# Task instructions:
Every record must appear in the response exactly as given.

# Input material:
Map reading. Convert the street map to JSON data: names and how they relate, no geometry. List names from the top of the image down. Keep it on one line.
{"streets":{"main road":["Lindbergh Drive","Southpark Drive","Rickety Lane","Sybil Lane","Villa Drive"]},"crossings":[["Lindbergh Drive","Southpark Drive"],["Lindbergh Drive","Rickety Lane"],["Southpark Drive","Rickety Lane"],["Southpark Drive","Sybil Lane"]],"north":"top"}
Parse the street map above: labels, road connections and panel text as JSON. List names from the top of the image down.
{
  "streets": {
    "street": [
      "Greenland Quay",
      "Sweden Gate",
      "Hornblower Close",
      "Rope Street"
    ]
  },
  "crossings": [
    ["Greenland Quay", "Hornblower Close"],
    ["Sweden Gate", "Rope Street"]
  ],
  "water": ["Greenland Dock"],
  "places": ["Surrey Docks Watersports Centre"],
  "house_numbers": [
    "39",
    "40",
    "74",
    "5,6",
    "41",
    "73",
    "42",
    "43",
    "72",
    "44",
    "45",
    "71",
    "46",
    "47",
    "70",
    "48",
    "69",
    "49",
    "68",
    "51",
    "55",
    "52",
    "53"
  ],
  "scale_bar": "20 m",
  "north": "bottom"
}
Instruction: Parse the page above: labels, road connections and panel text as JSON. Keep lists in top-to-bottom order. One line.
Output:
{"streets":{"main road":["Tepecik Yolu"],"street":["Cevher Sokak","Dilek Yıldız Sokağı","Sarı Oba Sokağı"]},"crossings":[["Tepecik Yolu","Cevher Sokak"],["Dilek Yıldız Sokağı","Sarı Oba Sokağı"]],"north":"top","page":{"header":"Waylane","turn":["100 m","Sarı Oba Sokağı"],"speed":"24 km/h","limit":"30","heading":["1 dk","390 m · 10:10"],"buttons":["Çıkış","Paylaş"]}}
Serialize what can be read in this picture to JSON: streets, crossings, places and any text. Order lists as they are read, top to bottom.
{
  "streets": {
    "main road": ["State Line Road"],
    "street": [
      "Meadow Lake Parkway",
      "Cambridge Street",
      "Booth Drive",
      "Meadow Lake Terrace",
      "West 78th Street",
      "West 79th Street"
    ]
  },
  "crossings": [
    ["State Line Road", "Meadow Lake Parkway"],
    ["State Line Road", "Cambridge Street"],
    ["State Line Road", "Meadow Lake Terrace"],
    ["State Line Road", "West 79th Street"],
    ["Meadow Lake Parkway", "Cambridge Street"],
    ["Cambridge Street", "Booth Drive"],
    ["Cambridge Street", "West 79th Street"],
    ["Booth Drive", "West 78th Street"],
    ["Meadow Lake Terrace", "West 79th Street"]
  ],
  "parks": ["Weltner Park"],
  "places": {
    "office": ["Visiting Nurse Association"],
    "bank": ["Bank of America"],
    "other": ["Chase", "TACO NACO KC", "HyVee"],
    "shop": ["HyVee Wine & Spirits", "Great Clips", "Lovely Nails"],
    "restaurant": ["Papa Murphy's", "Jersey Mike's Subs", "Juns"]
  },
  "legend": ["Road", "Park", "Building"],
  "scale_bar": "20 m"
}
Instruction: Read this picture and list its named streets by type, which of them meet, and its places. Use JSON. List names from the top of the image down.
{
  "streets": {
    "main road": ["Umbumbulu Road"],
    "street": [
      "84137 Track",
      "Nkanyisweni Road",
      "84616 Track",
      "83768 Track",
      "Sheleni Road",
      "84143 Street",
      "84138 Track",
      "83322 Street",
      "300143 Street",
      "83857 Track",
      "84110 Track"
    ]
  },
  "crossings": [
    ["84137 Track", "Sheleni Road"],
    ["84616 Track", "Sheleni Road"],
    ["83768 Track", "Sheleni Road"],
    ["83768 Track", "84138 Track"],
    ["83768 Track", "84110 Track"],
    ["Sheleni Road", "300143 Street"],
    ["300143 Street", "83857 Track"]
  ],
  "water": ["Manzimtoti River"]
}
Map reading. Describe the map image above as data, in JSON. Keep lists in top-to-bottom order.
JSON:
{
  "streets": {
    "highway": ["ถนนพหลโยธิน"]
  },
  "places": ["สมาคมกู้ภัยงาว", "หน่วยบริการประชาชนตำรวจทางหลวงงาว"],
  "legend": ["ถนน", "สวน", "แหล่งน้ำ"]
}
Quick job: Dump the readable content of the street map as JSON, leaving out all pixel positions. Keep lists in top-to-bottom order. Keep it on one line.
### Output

# Exercise solution:
Map reading. Convert the street map to JSON data: names and how they relate, no geometry. List names from the top of the image down. Keep it on one line.
{"streets":{"main road":["Lindbergh Drive","Southpark Drive","Rickety Lane","Sybil Lane","Villa Drive"]},"crossings":[["Lindbergh Drive","Southpark Drive"],["Lindbergh Drive","Rickety Lane"],["Southpark Drive","Rickety Lane"],["Southpark Drive","Sybil Lane"]],"north":"top"}
Parse the street map above: labels, road connections and panel text as JSON. List names from the top of the image down.
{
  "streets": {
    "street": [
      "Greenland Quay",
      "Sweden Gate",
      "Hornblower Close",
      "Rope Street"
    ]
  },
  "crossings": [
    ["Greenland Quay", "Hornblower Close"],
    ["Sweden Gate", "Rope Street"]
  ],
  "water": ["Greenland Dock"],
  "places": ["Surrey Docks Watersports Centre"],
  "house_numbers": [
    "39",
    "40",
    "74",
    "5,6",
    "41",
    "73",
    "42",
    "43",
    "72",
    "44",
    "45",
    "71",
    "46",
    "47",
    "70",
    "48",
    "69",
    "49",
    "68",
    "51",
    "55",
    "52",
    "53"
  ],
  "scale_bar": "20 m",
  "north": "bottom"
}
Instruction: Parse the page above: labels, road connections and panel text as JSON. Keep lists in top-to-bottom order. One line.
Output:
{"streets":{"main road":["Tepecik Yolu"],"street":["Cevher Sokak","Dilek Yıldız Sokağı","Sarı Oba Sokağı"]},"crossings":[["Tepecik Yolu","Cevher Sokak"],["Dilek Yıldız Sokağı","Sarı Oba Sokağı"]],"north":"top","page":{"header":"Waylane","turn":["100 m","Sarı Oba Sokağı"],"speed":"24 km/h","limit":"30","heading":["1 dk","390 m · 10:10"],"buttons":["Çıkış","Paylaş"]}}
Serialize what can be read in this picture to JSON: streets, crossings, places and any text. Order lists as they are read, top to bottom.
{
  "streets": {
    "main road": ["State Line Road"],
    "street": [
      "Meadow Lake Parkway",
      "Cambridge Street",
      "Booth Drive",
      "Meadow Lake Terrace",
      "West 78th Street",
      "West 79th Street"
    ]
  },
  "crossings": [
    ["State Line Road", "Meadow Lake Parkway"],
    ["State Line Road", "Cambridge Street"],
    ["State Line Road", "Meadow Lake Terrace"],
    ["State Line Road", "West 79th Street"],
    ["Meadow Lake Parkway", "Cambridge Street"],
    ["Cambridge Street", "Booth Drive"],
    ["Cambridge Street", "West 79th Street"],
    ["Booth Drive", "West 78th Street"],
    ["Meadow Lake Terrace", "West 79th Street"]
  ],
  "parks": ["Weltner Park"],
  "places": {
    "office": ["Visiting Nurse Association"],
    "bank": ["Bank of America"],
    "other": ["Chase", "TACO NACO KC", "HyVee"],
    "shop": ["HyVee Wine & Spirits", "Great Clips", "Lovely Nails"],
    "restaurant": ["Papa Murphy's", "Jersey Mike's Subs", "Juns"]
  },
  "legend": ["Road", "Park", "Building"],
  "scale_bar": "20 m"
}
Instruction: Read this picture and list its named streets by type, which of them meet, and its places. Use JSON. List names from the top of the image down.
{
  "streets": {
    "main road": ["Umbumbulu Road"],
    "street": [
      "84137 Track",
      "Nkanyisweni Road",
      "84616 Track",
      "83768 Track",
      "Sheleni Road",
      "84143 Street",
      "84138 Track",
      "83322 Street",
      "300143 Street",
      "83857 Track",
      "84110 Track"
    ]
  },
  "crossings": [
    ["84137 Track", "Sheleni Road"],
    ["84616 Track", "Sheleni Road"],
    ["83768 Track", "Sheleni Road"],
    ["83768 Track", "84138 Track"],
    ["83768 Track", "84110 Track"],
    ["Sheleni Road", "300143 Street"],
    ["300143 Street", "83857 Track"]
  ],
  "water": ["Manzimtoti River"]
}
Map reading. Describe the map image above as data, in JSON. Keep lists in top-to-bottom order.
JSON:
{
  "streets": {
    "highway": ["ถนนพหลโยธิน"]
  },
  "places": ["สมาคมกู้ภัยงาว", "หน่วยบริการประชาชนตำรวจทางหลวงงาว"],
  "legend": ["ถนน", "สวน", "แหล่งน้ำ"]
}
Quick job: Dump the readable content of the street map as JSON, leaving out all pixel positions. Keep lists in top-to-bottom order. Keep it on one line.
### Output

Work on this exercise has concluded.